WORK ITEM = Go through the data below and work out how many lines contain "overflow"; the answer is the number alone.

RECORDS FOR THIS TASK =
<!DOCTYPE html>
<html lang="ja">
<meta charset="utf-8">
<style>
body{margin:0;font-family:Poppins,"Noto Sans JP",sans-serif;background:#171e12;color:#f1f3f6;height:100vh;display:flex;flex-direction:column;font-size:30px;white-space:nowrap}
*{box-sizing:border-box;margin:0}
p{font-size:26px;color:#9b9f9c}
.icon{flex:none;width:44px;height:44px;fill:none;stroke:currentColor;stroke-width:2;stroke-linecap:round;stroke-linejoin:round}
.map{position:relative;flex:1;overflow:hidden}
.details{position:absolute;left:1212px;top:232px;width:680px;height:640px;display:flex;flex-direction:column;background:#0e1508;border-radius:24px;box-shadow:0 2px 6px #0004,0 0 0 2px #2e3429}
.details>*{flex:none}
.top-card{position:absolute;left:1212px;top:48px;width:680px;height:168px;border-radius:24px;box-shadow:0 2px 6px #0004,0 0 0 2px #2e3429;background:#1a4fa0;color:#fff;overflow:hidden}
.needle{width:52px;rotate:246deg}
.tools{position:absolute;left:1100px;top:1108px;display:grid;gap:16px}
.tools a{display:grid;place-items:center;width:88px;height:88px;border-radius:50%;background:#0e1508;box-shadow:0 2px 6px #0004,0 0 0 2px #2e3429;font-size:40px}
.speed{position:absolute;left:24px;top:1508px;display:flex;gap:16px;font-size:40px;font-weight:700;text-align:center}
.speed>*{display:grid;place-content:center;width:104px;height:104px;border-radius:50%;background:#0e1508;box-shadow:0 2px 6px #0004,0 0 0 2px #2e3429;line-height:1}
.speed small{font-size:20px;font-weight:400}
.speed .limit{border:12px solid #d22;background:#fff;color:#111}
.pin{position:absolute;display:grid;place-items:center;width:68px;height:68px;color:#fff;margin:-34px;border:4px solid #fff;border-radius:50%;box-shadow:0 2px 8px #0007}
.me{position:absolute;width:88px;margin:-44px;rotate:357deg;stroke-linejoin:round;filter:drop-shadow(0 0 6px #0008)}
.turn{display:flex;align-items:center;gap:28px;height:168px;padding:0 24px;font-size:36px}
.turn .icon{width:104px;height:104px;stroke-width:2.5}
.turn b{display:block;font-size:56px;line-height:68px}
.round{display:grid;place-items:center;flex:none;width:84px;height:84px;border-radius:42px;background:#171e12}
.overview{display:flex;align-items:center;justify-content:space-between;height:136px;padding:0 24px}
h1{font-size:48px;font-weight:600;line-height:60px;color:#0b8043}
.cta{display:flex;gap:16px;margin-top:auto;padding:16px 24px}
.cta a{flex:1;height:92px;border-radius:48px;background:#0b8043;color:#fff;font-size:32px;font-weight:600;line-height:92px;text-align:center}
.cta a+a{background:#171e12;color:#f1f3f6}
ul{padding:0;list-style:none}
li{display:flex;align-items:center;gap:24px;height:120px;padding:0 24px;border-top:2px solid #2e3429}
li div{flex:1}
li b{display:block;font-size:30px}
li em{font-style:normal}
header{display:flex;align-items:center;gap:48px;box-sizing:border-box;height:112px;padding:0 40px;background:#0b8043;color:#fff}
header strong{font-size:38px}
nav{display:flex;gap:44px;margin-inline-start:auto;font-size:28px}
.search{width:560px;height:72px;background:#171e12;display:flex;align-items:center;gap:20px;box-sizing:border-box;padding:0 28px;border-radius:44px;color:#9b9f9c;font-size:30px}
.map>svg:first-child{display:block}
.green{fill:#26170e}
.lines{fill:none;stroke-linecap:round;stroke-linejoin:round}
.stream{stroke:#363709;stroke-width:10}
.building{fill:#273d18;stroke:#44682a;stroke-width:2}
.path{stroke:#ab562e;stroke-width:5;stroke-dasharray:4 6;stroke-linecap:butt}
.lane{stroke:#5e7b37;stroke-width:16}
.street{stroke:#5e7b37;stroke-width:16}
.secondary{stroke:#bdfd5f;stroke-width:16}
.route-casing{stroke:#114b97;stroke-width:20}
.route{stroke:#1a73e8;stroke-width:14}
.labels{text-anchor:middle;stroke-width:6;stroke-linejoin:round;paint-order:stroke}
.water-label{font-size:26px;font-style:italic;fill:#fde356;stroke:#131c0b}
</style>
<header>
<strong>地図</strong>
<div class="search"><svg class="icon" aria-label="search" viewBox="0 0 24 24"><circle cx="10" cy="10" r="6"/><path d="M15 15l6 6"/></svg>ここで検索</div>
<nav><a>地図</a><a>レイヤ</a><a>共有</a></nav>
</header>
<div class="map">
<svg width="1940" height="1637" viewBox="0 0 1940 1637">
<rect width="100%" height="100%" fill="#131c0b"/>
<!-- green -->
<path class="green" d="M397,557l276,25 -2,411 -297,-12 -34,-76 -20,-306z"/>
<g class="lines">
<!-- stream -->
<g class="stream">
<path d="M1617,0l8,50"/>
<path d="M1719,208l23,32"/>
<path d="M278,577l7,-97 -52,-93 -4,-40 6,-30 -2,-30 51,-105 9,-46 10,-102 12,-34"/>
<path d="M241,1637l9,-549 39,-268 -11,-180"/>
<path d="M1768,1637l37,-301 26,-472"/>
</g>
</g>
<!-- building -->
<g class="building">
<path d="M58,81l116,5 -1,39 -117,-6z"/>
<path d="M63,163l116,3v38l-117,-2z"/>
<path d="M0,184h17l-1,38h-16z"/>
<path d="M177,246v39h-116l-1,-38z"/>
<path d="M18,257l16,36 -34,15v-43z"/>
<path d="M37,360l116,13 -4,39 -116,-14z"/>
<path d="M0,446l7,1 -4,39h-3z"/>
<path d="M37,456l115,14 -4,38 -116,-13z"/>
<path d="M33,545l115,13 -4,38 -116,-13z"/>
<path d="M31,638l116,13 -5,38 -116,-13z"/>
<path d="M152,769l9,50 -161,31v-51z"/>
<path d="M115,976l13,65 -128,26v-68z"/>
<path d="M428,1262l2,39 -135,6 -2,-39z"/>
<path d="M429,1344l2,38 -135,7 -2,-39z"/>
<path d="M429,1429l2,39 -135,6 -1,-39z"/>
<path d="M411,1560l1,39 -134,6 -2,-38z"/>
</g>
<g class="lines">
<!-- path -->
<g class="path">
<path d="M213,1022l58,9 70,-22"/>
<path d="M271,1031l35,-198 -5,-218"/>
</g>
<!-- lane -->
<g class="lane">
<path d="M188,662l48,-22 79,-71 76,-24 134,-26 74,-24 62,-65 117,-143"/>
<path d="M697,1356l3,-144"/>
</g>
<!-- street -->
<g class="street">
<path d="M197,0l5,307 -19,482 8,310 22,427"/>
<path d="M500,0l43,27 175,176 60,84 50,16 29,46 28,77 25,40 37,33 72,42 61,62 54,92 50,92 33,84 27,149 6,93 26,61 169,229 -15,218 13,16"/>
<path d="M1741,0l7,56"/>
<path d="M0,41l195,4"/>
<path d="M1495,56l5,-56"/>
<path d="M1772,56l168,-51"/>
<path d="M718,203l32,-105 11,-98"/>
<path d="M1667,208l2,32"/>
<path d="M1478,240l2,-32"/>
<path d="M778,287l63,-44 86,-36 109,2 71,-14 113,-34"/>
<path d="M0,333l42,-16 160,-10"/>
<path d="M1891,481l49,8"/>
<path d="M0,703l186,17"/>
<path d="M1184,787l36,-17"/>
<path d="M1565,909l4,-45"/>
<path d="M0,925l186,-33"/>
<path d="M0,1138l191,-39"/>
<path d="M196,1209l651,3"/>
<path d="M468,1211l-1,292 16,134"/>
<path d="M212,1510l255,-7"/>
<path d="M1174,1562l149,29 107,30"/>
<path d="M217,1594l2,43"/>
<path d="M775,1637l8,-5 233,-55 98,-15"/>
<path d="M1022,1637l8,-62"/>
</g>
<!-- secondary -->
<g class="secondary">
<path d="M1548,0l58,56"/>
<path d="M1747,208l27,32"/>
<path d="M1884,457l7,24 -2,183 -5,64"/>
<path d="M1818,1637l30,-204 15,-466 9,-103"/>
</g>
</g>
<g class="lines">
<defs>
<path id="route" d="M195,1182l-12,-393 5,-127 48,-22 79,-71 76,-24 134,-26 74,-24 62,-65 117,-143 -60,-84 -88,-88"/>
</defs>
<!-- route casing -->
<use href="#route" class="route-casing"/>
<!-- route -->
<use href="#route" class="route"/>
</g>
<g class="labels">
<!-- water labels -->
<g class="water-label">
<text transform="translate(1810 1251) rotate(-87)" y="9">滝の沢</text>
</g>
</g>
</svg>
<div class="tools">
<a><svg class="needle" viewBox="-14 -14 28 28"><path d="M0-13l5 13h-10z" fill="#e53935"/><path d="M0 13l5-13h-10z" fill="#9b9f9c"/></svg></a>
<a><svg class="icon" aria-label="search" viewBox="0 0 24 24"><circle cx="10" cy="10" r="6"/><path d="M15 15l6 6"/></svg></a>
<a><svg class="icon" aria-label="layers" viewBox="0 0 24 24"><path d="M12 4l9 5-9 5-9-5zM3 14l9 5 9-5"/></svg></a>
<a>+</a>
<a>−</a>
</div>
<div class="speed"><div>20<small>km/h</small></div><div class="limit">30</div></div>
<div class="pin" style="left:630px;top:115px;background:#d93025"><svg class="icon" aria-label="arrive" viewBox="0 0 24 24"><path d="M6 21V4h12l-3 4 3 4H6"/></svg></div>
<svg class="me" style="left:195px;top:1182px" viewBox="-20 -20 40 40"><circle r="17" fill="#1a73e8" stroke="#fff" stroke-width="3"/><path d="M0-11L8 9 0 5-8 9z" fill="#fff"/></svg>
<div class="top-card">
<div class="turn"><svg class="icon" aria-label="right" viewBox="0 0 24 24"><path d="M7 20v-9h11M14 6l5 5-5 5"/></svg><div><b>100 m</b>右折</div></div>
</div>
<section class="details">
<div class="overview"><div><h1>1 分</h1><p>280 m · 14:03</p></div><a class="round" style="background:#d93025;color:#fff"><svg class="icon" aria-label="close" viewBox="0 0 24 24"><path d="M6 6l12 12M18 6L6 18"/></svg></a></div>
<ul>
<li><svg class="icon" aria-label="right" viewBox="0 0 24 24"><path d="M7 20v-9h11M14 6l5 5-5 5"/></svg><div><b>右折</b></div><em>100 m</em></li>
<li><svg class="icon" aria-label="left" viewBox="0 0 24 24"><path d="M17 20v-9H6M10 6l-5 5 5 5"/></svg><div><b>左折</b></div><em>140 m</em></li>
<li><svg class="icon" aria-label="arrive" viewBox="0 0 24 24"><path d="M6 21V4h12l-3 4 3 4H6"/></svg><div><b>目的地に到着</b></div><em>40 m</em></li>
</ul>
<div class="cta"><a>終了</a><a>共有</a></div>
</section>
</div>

OUTPUT OF THE EXERCISE = 2